* [THE RECORDS]
--------------------------------------------------

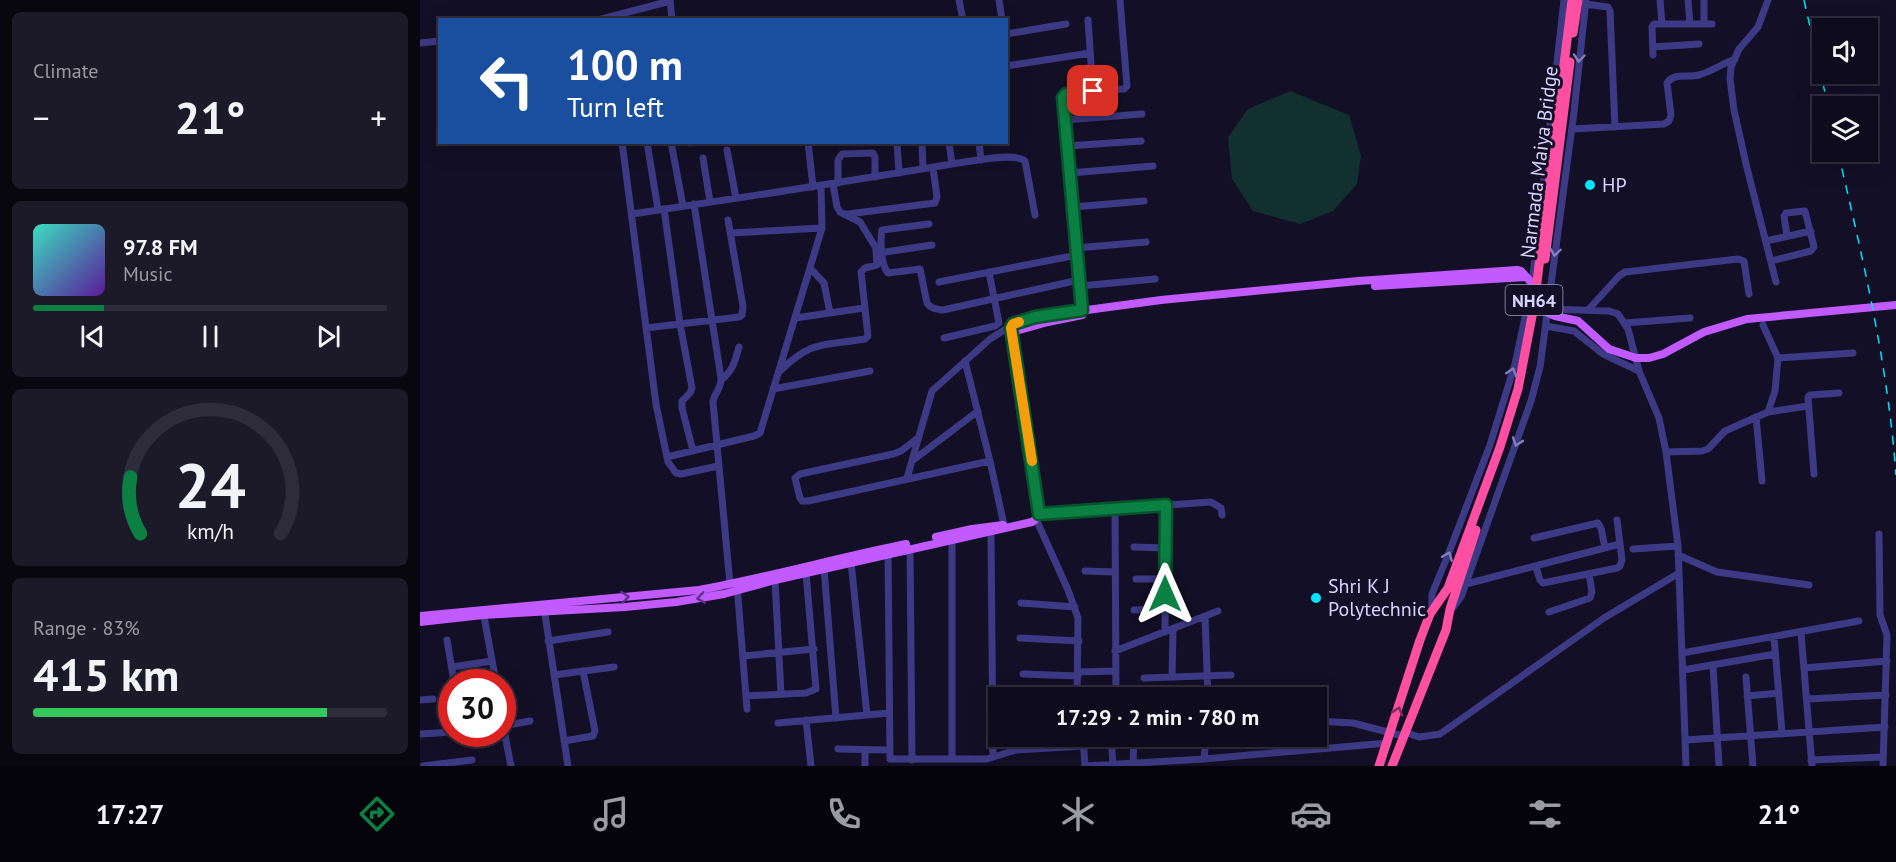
<!DOCTYPE html>
<html lang="en">
<head>
<meta charset="utf-8">
<style>
  :root { --surface:#0e0b1c; --page:#1c1929; --text:#f1f3f6; --muted:#9b9ba3; --line:#2e2b3b; --accent:#0b8043 }
  body { margin:0; font-family:"PT Sans",sans-serif; background:var(--page); color:var(--text); height:100vh; display:flex; flex-direction:column; font-size:22px; white-space:nowrap }
  * { box-sizing:border-box; margin:0 }
  p { font-size:20px; color:var(--muted) }
  .icon { flex:none; width:33px; height:33px; fill:none; stroke:currentColor; stroke-width:2; stroke-linecap:round; stroke-linejoin:round }
  .map { position:relative; flex:1; overflow:hidden }
  .side { display:flex; flex-direction:column; gap:12px; padding:12px; background:#08060f; width:420px }
  .side>* { flex:none }
  .guide { position:absolute; left:18px; top:18px; width:570px; height:126px; border-radius:0px; box-shadow:0 6px 24px #0002,0 0 0 2px var(--line); background:#1a4fa0; color:#fff; overflow:hidden }
  .buttons { position:absolute; left:1392px; top:18px; display:grid; gap:12px }
  .buttons a { display:grid; place-items:center; width:66px; height:66px; border-radius:0px; background:var(--surface); box-shadow:0 6px 24px #0002,0 0 0 2px var(--line); font-size:30px }
  .speed { position:absolute; left:18px; top:669px; display:flex; gap:12px; font-size:30px; font-weight:700; text-align:center }
  .speed>* { display:grid; place-content:center; width:78px; height:78px; border-radius:50%; background:var(--surface); box-shadow:0 6px 24px #0002,0 0 0 2px var(--line); line-height:1 }
  .speed .limit { border:9px solid #d22; background:#fff; color:#111 }
  .pin { position:absolute; display:grid; place-items:center; width:51px; height:51px; color:#fff; margin:-26px; border-radius:12px; box-shadow:0 3px 9px #0006 }
  .me { position:absolute; width:66px; margin:-33px; rotate:0deg; stroke-linejoin:round; filter:drop-shadow(0 0 4px #0008) }
  .turn { display:flex; align-items:center; gap:21px; height:126px; padding:0 30px; font-size:27px }
  .turn .icon { width:78px; height:78px; stroke-width:2.5 }
  .turn b { display:block; font-size:42px; line-height:51px }
  .big { font-size:45px; font-weight:600; line-height:1.1 }
  .side .widget { flex:1; display:flex; flex-direction:column; justify-content:center; gap:9px; min-width:0; padding:0 21px; border-radius:9px; background:var(--page) }
  .side .dial { align-items:center; gap:0 }
  .dial svg { height:156px; overflow:visible; fill:none; stroke:var(--line); stroke-width:7; stroke-linecap:round; text-anchor:middle }
  .dial text { fill:var(--text); stroke:none }
  .song { display:flex; align-items:center; gap:18px }
  .cover { width:72px; height:72px; border-radius:9px; background:linear-gradient(135deg,hsl(170 70% 55%),hsl(270 70% 35%)) }
  .played { height:6px; border-radius:3px; background:linear-gradient(90deg,var(--accent) 20%,var(--line) 20%) }
  .keys { display:flex; justify-content:space-around; direction:ltr }
  .heat { display:flex; justify-content:space-between; align-items:center; font-size:33px; direction:ltr }
  .charge { height:9px; border-radius:4px; background:linear-gradient(90deg,#34c759 83%,var(--line) 0) }
  .trip { position:absolute; left:568px; top:687px; width:339px; height:60px; border-radius:0px; background:var(--surface); box-shadow:0 6px 24px #0002,0 0 0 2px var(--line); font-weight:600; line-height:60px; text-align:center }
  .menu { display:flex; height:96px; justify-content:space-around; align-items:center; background:#06040b; color:var(--muted) }
  .menu .icon { width:42px; height:42px }
  .menu .current { color:var(--accent) }
  .menu b { font-size:27px; color:var(--text) }
  main { display:flex; flex:1; min-height:0 }
  .map>svg:first-child { display:block }
  .green { fill:#12302f }
  .lines { fill:none; stroke-linecap:round; stroke-linejoin:round }
  .minor { stroke:#3d3a85; stroke-width:7 }
  .major { stroke:#c25bff; stroke-width:8 }
  .highway { stroke:#ff4fa3; stroke-width:9 }
  .rail { stroke:#00e5ff; stroke-width:1.5; stroke-dasharray:9 8; stroke-linecap:butt }
  .oneway { stroke:#837fbc }
  .oneway2 { stroke:#623188 }
  .oneway3 { stroke:#7d2c5e }
  .route-casing { stroke:#07532c; stroke-width:15 }
  .route { stroke:#0b8043; stroke-width:10 }
  .slow { stroke:#f59e0b; stroke-width:10 }
  .poi-dot { fill:#00e5ff; stroke:#130f26; stroke-width:2 }
  .labels { text-anchor:middle; dominant-baseline:central; stroke-width:6; stroke-linejoin:round; paint-order:stroke }
  .shield { fill:#130f26; stroke:#9e99be; stroke-width:1.5 }
  .shield-label { font-size:18px; font-weight:bold; fill:#d9d4ff }
  .street-label { font-size:20px; fill:#d9d4ff; stroke:#130f26 }
  .poi-label { font-size:20px; fill:#d9d4ff; stroke:#130f26; text-anchor:start }
</style>
</head>
<body>
<main>
<section class="side">
<div class="widget"><p>Climate</p>
<div class="heat"><a>−</a><b class="big">21°</b><a>+</a></div>
</div>
<div class="widget">
<div class="song"><i class="cover"></i><div><b>97.8 FM</b><p>Music</p></div></div>
<div class="played"></div>
<div class="keys"><svg class="icon" aria-label="previous" viewBox="0 0 24 24"><path d="M18 5L8 12l10 7zM5 5v14"/></svg><svg class="icon" aria-label="pause" viewBox="0 0 24 24"><path d="M8 5v14M16 5v14"/></svg><svg class="icon" aria-label="next" viewBox="0 0 24 24"><path d="M6 5l10 7-10 7zM19 5v14"/></svg></div>
</div>
<div class="widget dial"><svg viewBox="0 0 100 80">
<path d="M14 69A42 42 0 1 1 86 69"/>
<path d="M14 69A42 42 0 0 1 9 40" stroke="#0b8043"/>
<text x="50" y="56" font-size="32" font-weight="700">24</text>
<text x="50" y="72" font-size="11">km/h</text>
</svg></div>
<div class="widget"><p>Range · 83%</p><b class="big">415 km</b><div class="charge"></div></div>
</section>
<div class="map">
<svg width="1476" height="766" viewBox="0 0 1476 766">
  <rect width="100%" height="100%" fill="#130f26"/>
  <path class="green" d="M870,91L929,115L941,156L937,184L913,211L880,224L833,211L812,179L808,137L828,109Z"/>
  <g class="lines">
    <path class="minor" d="M250,0L252,20
      M539,0L543,20
      M579,0L582,20
      M1240,0L1242,24
      M1268,0L1270,24
      M1348,0L1338,27L1319,49L1311,67L1310,79L1314,110L1326,164L1356,282
      M1165,4L1188,7L1190,11L1195,127
      M178,20L250,1
      M668,20L673,91
      M1284,24V0
      M586,34L646,24
      M0,43L20,41
      M1233,47L1279,44
      M1233,55L1232,27L1234,24H1292
      M586,66L670,53
      M645,120L722,114
      M1152,129L1244,124L1249,121L1251,115L1247,83C1254,72 1268,78 1279,75C1291,72 1303,63 1315,59
      M202,142L236,404L248,462L256,473L261,474L298,466
      M227,142L238,210
      M251,142L263,206
      M270,142V143
      M388,142L393,187
      M477,142L479,173
      M502,142L503,169
      M529,142L532,164
      M559,142L561,160
      M647,146L721,141
      M307,150L316,198
      M283,158L290,202
      M650,173L733,166
      M418,183V160L422,154L453,153L455,157V177
      M413,184L417,207L420,212L440,222L459,253L512,245
      M274,204L301,378C302,388 294,393 293,402L310,584
      M653,207L724,201
      M244,209L260,324L272,388L270,393L262,401V408L273,451
      M212,214C321,198 429,181 538,163C553,161 595,152 605,161L615,215
      M428,214L515,203L517,197L513,168
      M509,224L462,230C460,241 461,265 468,273L500,269L507,303C511,309 516,309 523,310L659,280
      M311,233L402,228
      M1346,241L1391,231
      M656,248L726,242
      M1351,261L1391,251L1394,247L1385,211L1366,213L1364,216L1367,236
      M390,268L404,283L410,313
      M519,282L657,255
      M660,286L735,279
      M1129,309L1189,311L1198,314L1208,329L1219,371L1239,418L1246,452L1258,546L1266,766
      M662,310L643,98L646,94L649,93L704,89L707,86L700,0
      M1168,310L1199,276L1205,272L1318,259L1324,261L1329,294
      M375,318L444,308
      M1205,323L1270,318
      M1126,326L1154,331L1183,354L1219,371
      M226,328L319,317L322,315L323,306L308,220
      M524,338L575,326L579,323L569,272
      M1358,358L1433,353
      M545,361L570,461L584,525
      M360,371C393,339 404,346 445,339L448,336L441,272L445,268L457,265L456,251
      M301,380C313,371 315,361 319,347
      M353,389L450,371
      M1348,412L1388,406
      M1336,417L1342,481
      M498,438L481,451L473,454L380,474L375,478L380,498L382,501H388L570,461
      M1246,452L1282,451L1288,449L1305,431L1348,412L1355,391L1358,358L1343,325
      M247,457L334,436L340,433L402,228L401,186
      M492,461L558,411
      M1394,474L1388,397L1390,395L1419,393
      M487,478L512,391L570,339L592,325
      M619,514L791,502L801,508L802,515
      M616,519L648,590L658,618L657,698
      M571,532L573,757
      M1459,534L1460,615L1467,635L1463,766
      M1114,538L1178,523L1181,528L1185,548
      M714,547L745,548
      M490,549L492,760
      M1213,549L1258,546
      M468,550L470,759H567L596,750L664,746
      M1258,555L1297,572L1389,585
      M431,562L447,715
      M1116,567L1120,580L1123,583L1197,568L1200,566L1202,560L1197,520
      M404,568L416,718
      M665,571L695,572
      M716,579H745
      M355,580L361,694
      M1046,584L1200,544
      M317,585L327,709
      M601,603L655,607
      M124,608L148,766
      M714,610L745,609
      M63,611L76,682
      M1012,611V594L1028,555L1070,445L1095,364L1112,285L1144,0
      M1129,612L1170,598L1172,592L1169,574
      M1029,613L1041,597L1111,401L1120,367L1154,112L1166,0
      M785,616L788,698
      M745,632L746,505
      M1381,633L1392,766
      M1354,637L1362,733
      M600,638L659,641
      M27,640L34,682
      M128,641L188,632
      M695,651L798,611
      M1262,653L1439,621
      M323,656L394,649
      M1293,665L1299,766
      M32,667L72,661
      M1384,668L1467,661
      M1263,670L1355,654
      M658,672L695,671
      M603,674L658,676
      M134,675L194,667
      M752,677L753,629
      M1326,677L1333,766
      M724,678L811,675
      M326,696L386,693L396,689L386,573
      M1327,696L1359,693
      M692,698L696,693L695,508
      M1387,699L1466,695
      M0,700L13,699
      M82,720L91,766
      M386,720L391,766
      M897,721L933,723L983,736
      M358,723L469,713
      M83,726L110,721
      M984,732L999,737L1020,734L1184,618L1259,573
      M0,734L32,732
      M663,736L665,766
      M691,736L693,766
      M1265,740L1465,727
      M144,741L173,736L175,731L163,671
      M418,749L469,750
      M532,759V536
      M784,759L786,736
      M1391,760L1463,757
      M713,763L714,736
      M3,766L52,760
      M445,766V750
      M665,766L784,759L968,743"/>
    <path class="major" d="M955,286L1106,277
      M592,332L628,322L662,315
      M516,537L552,529L583,525
      M0,616L279,590C349,577 417,558 486,544
      M0,622L63,615L205,607L256,602L304,594L355,580L612,522L616,519L620,509L591,328L592,325L615,317L741,300L938,281L1097,270L1101,271L1111,282L1128,313L1135,316L1158,321L1189,349L1216,358H1229L1243,354L1284,332L1327,319L1476,305"/>
    <path class="highway" d="M1153,33L1158,0
      M1125,259L1150,62
      M959,766L1000,640L1010,614L1028,588L1080,447L1098,389L1114,306L1152,0
      M972,766L1026,630L1030,609L1056,530"/>
    <path class="rail" d="M1384,0L1408,106
      M1418,152C1443,259 1468,365 1476,475"/>
  </g>
  <defs><path id="oneway-chevron" d="M-2-3.5L2.5 0L-2 3.5" fill="none" stroke-width="1.6" stroke-linecap="round" stroke-linejoin="round" transform="scale(1.5)"/></defs>
  <g class="oneway">
    <use href="#oneway-chevron" transform="translate(1159 58) rotate(95)"/>
    <use href="#oneway-chevron" transform="translate(1135 252) rotate(98)"/>
    <use href="#oneway-chevron" transform="translate(1092 372) rotate(-73)"/>
    <use href="#oneway-chevron" transform="translate(1097 442) rotate(109)"/>
    <use href="#oneway-chevron" transform="translate(1028 556) rotate(-68)"/>
  </g>
  <g class="oneway2">
    <use href="#oneway-chevron" transform="translate(205 597) rotate(-6)"/>
    <use href="#oneway-chevron" transform="translate(281 598) rotate(171)"/>
  </g>
  <use class="oneway3" href="#oneway-chevron" transform="translate(978 711) rotate(-72)"/>
  <g class="lines">
    <g class="route-casing">
      <path id="route" d="M673,91L646,94L643,98L662,310L615,317L593,324L591,328L619,514L746,505L745,594"/>
    </g>
    <use href="#route" class="route"/>
    <path class="slow" d="M599,322L593,324L591,328L612,461"/>
  </g>
  <g class="poi-dot">
    <circle cx="1170" cy="185" r="6"/>
    <circle cx="896" cy="598" r="6"/>
  </g>
  <g class="labels">
    <rect class="shield" x="1085.5" y="285" width="57" height="30" rx="4.5"/>
    <g class="shield-label">
      <text x="1114" y="300">NH64</text>
    </g>
    <g class="street-label">
      <text transform="translate(1119 162) rotate(-83)">Narmada Maiya Bridge</text>
    </g>
    <g class="poi-label">
      <text x="1182" y="185">HP</text>
      <text x="908" y="586">Shri K J<tspan x="908" dy="23">Polytechnic</tspan></text>
    </g>
  </g>
</svg>
<div class="buttons">
<a><svg class="icon" aria-label="sound" viewBox="0 0 24 24"><path d="M4 9h4l5-4v14l-5-4H4zM17 9q2 3 0 6"/></svg></a>
<a><svg class="icon" aria-label="layers" viewBox="0 0 24 24"><path d="M12 4l9 5-9 5-9-5zM3 14l9 5 9-5"/></svg></a>
</div>
<div class="speed"><div class="limit">30</div></div>
<div class="pin" style="left:673px;top:91px;background:#d93025"><svg class="icon" aria-label="arrive" viewBox="0 0 24 24"><path d="M6 21V4h12l-3 4 3 4H6"/></svg></div>
<svg class="me" style="left:745px;top:594px" viewBox="-20 -20 40 40"><path d="M0-17L14 15 0 8-14 15z" fill="#0b8043" stroke="#fff" stroke-width="4"/></svg>
<div class="trip">17:29 · 2 min · 780 m</div>
<div class="guide">
<div class="turn"><svg class="icon" aria-label="left" viewBox="0 0 24 24"><path d="M17 20v-9H6M10 6l-5 5 5 5"/></svg><div><b>100 m</b>Turn left</div></div>
</div>
</div>
</main>
<nav class="menu">
<b>17:27</b>
<svg class="icon current" aria-label="directions" viewBox="0 0 24 24"><path d="M12 3l9 9-9 9-9-9zM9 14v-3h6M13 9l2 2-2 2"/></svg>
<svg class="icon" aria-label="music" viewBox="0 0 24 24"><path d="M9 18V5l10-2v13"/><circle cx="6" cy="18" r="3"/><circle cx="16" cy="16" r="3"/></svg>
<svg class="icon" aria-label="phone" viewBox="0 0 24 24"><path d="M5 4h4l2 5-3 2q2 4 5 5l2-3 5 2v4C11 20 4 13 5 4z"/></svg>
<svg class="icon" aria-label="climate" viewBox="0 0 24 24"><path d="M12 3v18M4 7l16 10M4 17L20 7"/></svg>
<svg class="icon" aria-label="car" viewBox="0 0 24 24"><path d="M5 17H2v-5l4-1 3-4h7l3 4 3 1v5h-3M9 17h6M6 11h13"/><circle cx="7" cy="17" r="2"/><circle cx="17" cy="17" r="2"/></svg>
<svg class="icon" aria-label="filters" viewBox="0 0 24 24"><path d="M4 7h16M4 17h16"/><circle cx="9" cy="7" r="2"/><circle cx="15" cy="17" r="2"/></svg>
<b>21°</b>
</nav>
</body>
</html>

--------------------------------------------------

* [TASK DIRECTIONS]
Review the entries above and return every line where "grid" appears.

* [RESPONSE AREA]
  .buttons { position:absolute; left:1392px; top:18px; display:grid; gap:12px }
  .buttons a { display:grid; place-items:center; width:66px; height:66px; border-radius:0px; background:var(--surface); box-shadow:0 6px 24px #0002,0 0 0 2px var(--line); font-size:30px }
  .speed>* { display:grid; place-content:center; width:78px; height:78px; border-radius:50%; background:var(--surface); box-shadow:0 6px 24px #0002,0 0 0 2px var(--line); line-height:1 }
  .pin { position:absolute; display:grid; place-items:center; width:51px; height:51px; color:#fff; margin:-26px; border-radius:12px; box-shadow:0 3px 9px #0006 }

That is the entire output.